# For All Us Dog 'Shrinks'



## Countryboy (May 16, 2011)

An interesting study into the minds of canines. 

"According to a study published today in the journal PLOS ONE, wolves appear to be more inclined than dogs to be generous with their pack mates. When given the choice, wolves deliver food to their friends, even if they don’t benefit themselves. Dogs, on the other hand, quickly lose interest in the absence of personal payoff."

https://www.pbs.org/wgbh/nova/artic...KgVyGzJPno1AdkEQD6_NfddngIz7b0ax5HH0czxaRrfNw


----------



## Vita (Sep 23, 2017)

Interesting study. I wonder what the results would have been if they used poodles.


----------



## ericwd9 (Jun 13, 2014)

Gracie will allow other dogs to eat from her bowl but would never take food to them.


----------



## Click-N-Treat (Nov 9, 2015)

Our weimaraner used to gather kibble from the bowl and bring it to our other dog. Then they shared the kibble. When it was gone, April went back to the bowl and brought out some more for them to share. That's how they ate every meal for years. It was really cute. I think I have a video of it somewhere. Man, I miss that dog.


----------



## BorderKelpie (Dec 3, 2011)

Bug has brought me food (and the dead rats he's caught). I guess he really is a tiny, curly coated wolf. He even howls. 

he does not share with other dogs, though.


----------



## doditwo (Nov 7, 2017)

I had a feral cat that used to drop dead bunnies at my feet. I really wasn’t cut out for that kind of country life.

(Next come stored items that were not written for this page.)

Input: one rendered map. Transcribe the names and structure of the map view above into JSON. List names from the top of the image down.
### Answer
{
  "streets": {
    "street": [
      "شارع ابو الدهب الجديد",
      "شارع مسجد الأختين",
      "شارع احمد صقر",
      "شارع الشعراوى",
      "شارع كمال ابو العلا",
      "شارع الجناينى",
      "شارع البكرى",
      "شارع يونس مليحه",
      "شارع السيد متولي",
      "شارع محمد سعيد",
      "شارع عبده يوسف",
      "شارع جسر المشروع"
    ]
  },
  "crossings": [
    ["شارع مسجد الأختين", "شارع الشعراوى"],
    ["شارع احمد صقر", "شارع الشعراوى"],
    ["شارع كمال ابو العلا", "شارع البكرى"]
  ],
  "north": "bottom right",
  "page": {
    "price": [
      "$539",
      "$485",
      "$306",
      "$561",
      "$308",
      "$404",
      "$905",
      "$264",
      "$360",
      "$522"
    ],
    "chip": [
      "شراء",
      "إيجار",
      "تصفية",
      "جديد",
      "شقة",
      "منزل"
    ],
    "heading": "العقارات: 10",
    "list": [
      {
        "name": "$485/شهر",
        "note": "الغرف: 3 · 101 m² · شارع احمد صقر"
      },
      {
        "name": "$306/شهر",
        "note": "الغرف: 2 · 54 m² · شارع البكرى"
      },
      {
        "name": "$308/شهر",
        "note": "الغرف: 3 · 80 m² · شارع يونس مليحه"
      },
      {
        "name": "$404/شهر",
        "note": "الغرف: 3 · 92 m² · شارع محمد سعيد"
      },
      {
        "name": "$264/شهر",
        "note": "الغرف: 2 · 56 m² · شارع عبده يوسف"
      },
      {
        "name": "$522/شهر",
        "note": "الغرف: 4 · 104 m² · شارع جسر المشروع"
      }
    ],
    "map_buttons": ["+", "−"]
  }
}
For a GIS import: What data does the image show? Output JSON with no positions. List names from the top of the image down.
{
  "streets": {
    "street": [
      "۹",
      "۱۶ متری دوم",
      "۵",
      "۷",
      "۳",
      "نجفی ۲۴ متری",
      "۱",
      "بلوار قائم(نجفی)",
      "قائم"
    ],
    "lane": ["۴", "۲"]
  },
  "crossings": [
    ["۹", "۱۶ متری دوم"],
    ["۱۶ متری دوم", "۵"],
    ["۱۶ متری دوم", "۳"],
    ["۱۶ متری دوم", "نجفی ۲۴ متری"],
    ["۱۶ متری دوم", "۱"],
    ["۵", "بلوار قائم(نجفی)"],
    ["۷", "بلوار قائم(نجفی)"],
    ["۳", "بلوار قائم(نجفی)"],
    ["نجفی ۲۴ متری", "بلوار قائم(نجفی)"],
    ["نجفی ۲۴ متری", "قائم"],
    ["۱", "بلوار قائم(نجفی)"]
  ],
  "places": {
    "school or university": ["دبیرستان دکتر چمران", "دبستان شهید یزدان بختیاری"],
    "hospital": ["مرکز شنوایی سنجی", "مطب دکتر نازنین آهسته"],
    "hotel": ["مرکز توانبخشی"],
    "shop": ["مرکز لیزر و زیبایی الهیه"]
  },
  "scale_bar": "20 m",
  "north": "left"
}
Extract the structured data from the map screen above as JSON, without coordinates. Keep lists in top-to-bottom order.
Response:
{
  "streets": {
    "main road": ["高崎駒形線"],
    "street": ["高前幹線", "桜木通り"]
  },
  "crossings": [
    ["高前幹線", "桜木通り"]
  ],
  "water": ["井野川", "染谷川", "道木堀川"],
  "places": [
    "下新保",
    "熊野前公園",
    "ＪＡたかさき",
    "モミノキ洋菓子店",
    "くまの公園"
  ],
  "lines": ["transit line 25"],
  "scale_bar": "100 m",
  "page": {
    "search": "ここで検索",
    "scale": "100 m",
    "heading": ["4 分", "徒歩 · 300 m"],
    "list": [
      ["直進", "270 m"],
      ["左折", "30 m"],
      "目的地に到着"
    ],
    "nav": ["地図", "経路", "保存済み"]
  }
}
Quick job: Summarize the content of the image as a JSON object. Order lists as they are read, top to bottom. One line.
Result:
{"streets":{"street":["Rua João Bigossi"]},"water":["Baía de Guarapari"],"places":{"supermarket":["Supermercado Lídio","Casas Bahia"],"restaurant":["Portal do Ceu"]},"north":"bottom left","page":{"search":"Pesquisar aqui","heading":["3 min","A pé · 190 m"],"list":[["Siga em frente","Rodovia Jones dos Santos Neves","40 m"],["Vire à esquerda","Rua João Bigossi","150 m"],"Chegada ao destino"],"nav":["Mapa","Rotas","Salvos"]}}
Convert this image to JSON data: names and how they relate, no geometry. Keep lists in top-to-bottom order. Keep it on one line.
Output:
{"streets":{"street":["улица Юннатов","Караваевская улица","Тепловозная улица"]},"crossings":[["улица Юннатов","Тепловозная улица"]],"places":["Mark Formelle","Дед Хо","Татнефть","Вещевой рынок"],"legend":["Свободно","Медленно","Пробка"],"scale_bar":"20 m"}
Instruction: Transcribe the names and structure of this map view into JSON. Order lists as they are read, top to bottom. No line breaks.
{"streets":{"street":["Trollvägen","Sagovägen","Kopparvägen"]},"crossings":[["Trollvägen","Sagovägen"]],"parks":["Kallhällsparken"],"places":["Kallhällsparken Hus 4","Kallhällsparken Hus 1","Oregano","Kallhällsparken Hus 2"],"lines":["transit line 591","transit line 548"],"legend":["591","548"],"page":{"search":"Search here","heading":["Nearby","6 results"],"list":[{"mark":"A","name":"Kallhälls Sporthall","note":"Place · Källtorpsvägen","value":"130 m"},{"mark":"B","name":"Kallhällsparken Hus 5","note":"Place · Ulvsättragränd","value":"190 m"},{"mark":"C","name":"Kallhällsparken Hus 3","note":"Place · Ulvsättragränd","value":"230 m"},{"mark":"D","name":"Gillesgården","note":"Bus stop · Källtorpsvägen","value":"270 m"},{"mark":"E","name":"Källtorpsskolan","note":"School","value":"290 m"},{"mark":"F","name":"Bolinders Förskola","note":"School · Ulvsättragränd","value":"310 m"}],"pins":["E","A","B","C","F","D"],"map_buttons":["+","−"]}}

Sent from my iPhone using Tapatalk


----------



## fjm (Jun 4, 2010)

Tilly-cat will share prey she has caught with the dogs, mainly I think because she is not particularly hungry and the maternal instinct kicks in - she gives the little chirping call a mother cat uses to her kittens. The dogs have no concept of sharing their own food with each other, but expect humans to offer some of what they are eating, unless the humans are properly sat down to a meal when they (usually) remember that they have been taught to wait politely for their taste in the kitchen. I don't think altruism figures very highly in their mental processes - they have a well defined sense o fairness, but that is more about ensuring they get at least their rightful share than concern that one of the others is not getting enough!


----------



## Poodlebeguiled (May 27, 2013)

Countryboy said:


> An interesting study into the minds of canines.
> 
> "According to a study published today in the journal PLOS ONE, wolves appear to be more inclined than dogs to be generous with their pack mates. When given the choice, wolves deliver food to their friends, even if they don’t benefit themselves. Dogs, on the other hand, quickly lose interest in the absence of personal payoff."
> 
> https://www.pbs.org/wgbh/nova/artic...KgVyGzJPno1AdkEQD6_NfddngIz7b0ax5HH0czxaRrfNw





> Dogs, on the other hand, quickly lose interest in the absence of personal payoff."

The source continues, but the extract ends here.